Likewise, families in China should not lose hope.
We, too, can step forward courageously—not only to seek better support for our own children, but to make the path easier for those who will come after us.
I have lived in the United States for more than thirteen years.
For a long time, I thought what I was pursuing was stability, financial security, and personal achievement.
Looking back now, I realize that the greatest gift God ever gave me was my “little angel with broken wings.”
Although that gift appeared rough and unexpected on the outside, it has become the most precious blessing of my life.
Through him, I began searching for life’s deepest meaning.
I experienced profound inner transformation and spiritual rebirth.
I came to know my Creator in a personal way, and in that relationship I found comfort, protection, and grace beyond anything I had imagined.
Today, I truly accept myself.
I no longer need the approval of others to validate my worth.
I know with complete confidence that I am a good mother, a good wife, a good daughter, a good daughter-in-law, a good employee, and a good friend.
God has faithfully cared for every part of my life.
Because of Him, I feel deeply content.
I no longer feel that anything essential is missing.
I have also become increasingly certain of the direction my future should take:
To invest in relationships.
To love people.
To help people.
To contribute, in whatever way I can, to building a more just and compassionate society.
At last, I am free from living under the power of fear.
Now I can choose freely.
And I willingly choose what appears to be the more difficult path because I believe it is the more meaningful one.
For the rest of my life, I hope to devote myself to advocating for people with disabilities and supporting families raising children with special needs—especially the mental health of mothers.
I want to become the kind of person who, having once stood in the rain, now chooses to hold an umbrella for others.
Perhaps this truly is the calling God prepared for my life.
As I prepare to leave behind everything I have built in America and begin a new chapter in Shanghai, one truth becomes increasingly clear:
None of my past experiences—the loneliness, the brokenness, the suffering, or the unanswered questions—were meaningless.
All of them have worked together to lead me to where I am today.
I hope to begin this work in Shanghai.
I want to become a bridge—connecting international resources, professional knowledge, practical experience, and the real needs of families.
Together with others who share this vision, I hope to promote scientific understanding, challenge long-held misconceptions, and help create a more welcoming and inclusive society.
Such an environment should not exist only in schools.
It should exist in families.
In neighborhoods.
And throughout society.
I dream of a day when children with disabilities are no longer seen merely as objects of pity.
When families are no longer forced to bear their burdens in isolation.
When every child is seen.
Every mother is supported.
And every family can rediscover hope through the help they deserve.
I am proud of who I have become.
Once, I devoted myself to creating a safe world for my own child.
Now, I hope to serve an even larger community.
I believe my family, my friends, and everyone who has supported me along the way will understand—and bless—this decision.
Finally, I want to thank all the friends and professionals, both in China and abroad, who have listened to me, encouraged me, and shared their expertise during this journey.

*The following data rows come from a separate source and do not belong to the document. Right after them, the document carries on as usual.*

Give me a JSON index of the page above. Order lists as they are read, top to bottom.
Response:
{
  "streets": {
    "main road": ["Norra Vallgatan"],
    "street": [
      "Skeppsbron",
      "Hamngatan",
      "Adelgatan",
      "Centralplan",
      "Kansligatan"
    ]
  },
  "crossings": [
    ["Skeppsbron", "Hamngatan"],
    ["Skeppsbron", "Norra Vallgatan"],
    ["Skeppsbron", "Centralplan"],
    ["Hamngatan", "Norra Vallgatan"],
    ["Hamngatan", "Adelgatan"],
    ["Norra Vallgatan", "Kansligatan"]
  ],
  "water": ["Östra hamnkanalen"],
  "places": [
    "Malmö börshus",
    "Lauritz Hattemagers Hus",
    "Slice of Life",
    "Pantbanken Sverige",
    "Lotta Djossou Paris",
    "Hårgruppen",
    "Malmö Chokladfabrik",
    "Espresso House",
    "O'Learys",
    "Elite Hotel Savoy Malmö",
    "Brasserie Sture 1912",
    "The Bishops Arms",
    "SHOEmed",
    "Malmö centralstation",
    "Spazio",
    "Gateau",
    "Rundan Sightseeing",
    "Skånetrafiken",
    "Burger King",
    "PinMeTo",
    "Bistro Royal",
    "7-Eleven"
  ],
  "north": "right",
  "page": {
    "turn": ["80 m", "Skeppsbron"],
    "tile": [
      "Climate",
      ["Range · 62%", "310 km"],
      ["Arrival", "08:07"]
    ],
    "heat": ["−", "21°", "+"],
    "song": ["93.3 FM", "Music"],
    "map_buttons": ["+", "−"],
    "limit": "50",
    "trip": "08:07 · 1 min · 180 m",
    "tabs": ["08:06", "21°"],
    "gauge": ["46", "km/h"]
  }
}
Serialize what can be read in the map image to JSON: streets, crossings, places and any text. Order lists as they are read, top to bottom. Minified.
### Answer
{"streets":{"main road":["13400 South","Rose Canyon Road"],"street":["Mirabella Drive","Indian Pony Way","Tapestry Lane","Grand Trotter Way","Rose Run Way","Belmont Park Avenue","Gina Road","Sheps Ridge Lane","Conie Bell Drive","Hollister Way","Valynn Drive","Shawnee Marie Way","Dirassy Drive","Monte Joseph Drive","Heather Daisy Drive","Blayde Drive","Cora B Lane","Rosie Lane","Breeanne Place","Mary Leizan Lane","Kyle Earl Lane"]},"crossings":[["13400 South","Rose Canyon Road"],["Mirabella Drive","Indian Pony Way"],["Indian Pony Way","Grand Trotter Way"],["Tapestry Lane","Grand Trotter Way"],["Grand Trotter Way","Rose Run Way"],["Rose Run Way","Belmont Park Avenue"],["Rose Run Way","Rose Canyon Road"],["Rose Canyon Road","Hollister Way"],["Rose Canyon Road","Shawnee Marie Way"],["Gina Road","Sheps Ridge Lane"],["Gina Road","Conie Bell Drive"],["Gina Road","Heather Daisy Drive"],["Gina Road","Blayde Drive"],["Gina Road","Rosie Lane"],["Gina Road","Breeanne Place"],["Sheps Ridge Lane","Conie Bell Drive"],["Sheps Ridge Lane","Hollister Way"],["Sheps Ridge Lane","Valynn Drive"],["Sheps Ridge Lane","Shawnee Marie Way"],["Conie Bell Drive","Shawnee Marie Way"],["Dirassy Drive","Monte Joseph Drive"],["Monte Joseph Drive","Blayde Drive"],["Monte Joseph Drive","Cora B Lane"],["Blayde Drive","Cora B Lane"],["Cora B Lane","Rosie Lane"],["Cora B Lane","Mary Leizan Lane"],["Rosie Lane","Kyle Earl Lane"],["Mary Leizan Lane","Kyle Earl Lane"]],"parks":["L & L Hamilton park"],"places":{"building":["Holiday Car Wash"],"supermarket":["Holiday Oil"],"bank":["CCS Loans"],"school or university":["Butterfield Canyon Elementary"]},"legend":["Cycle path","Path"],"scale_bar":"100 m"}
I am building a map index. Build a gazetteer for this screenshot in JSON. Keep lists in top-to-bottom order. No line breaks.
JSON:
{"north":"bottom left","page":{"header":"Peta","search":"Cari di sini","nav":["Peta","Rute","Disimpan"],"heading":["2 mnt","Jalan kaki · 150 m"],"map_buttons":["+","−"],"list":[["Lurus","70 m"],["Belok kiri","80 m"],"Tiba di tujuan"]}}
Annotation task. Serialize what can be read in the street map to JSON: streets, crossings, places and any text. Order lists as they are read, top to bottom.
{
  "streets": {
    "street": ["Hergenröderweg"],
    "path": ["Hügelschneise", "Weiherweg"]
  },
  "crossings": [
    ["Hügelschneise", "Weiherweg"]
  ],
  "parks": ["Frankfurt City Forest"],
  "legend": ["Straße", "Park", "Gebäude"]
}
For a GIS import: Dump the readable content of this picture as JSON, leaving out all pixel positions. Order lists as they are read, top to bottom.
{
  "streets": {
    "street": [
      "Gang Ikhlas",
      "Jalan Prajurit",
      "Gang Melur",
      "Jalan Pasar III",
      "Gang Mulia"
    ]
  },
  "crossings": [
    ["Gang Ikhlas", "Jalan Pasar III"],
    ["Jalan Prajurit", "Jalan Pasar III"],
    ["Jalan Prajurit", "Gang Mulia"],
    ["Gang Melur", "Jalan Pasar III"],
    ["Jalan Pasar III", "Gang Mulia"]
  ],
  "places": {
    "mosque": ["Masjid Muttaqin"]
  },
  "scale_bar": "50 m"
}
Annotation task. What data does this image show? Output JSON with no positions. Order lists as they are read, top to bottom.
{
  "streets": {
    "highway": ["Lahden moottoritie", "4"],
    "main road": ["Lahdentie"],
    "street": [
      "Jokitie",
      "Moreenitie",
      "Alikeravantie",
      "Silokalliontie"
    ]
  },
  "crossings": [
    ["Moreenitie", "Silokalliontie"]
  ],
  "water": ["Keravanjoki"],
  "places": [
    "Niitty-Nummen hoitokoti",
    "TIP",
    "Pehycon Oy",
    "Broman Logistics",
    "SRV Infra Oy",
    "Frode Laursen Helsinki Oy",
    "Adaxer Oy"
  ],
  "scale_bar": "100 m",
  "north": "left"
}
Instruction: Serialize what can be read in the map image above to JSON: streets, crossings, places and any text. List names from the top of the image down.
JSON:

Your kindness and support have convinced me that this work is both worthwhile and necessary.
Before returning to Shanghai, I want to take the time to say goodbye to everything I have known in America.
Over the next two months, I will travel, visit friends and family, and enjoy the beauty of nature.
Though these experiences may look like a farewell, they are also a season of renewal.
The friendships I cherish and the landscapes I explore will become sources of strength for the road ahead.
I will not forget my calling.
Nor will I abandon my resolve.
I offer this essay as a declaration of that commitment.
May I remain steadfast in it for the rest of my life.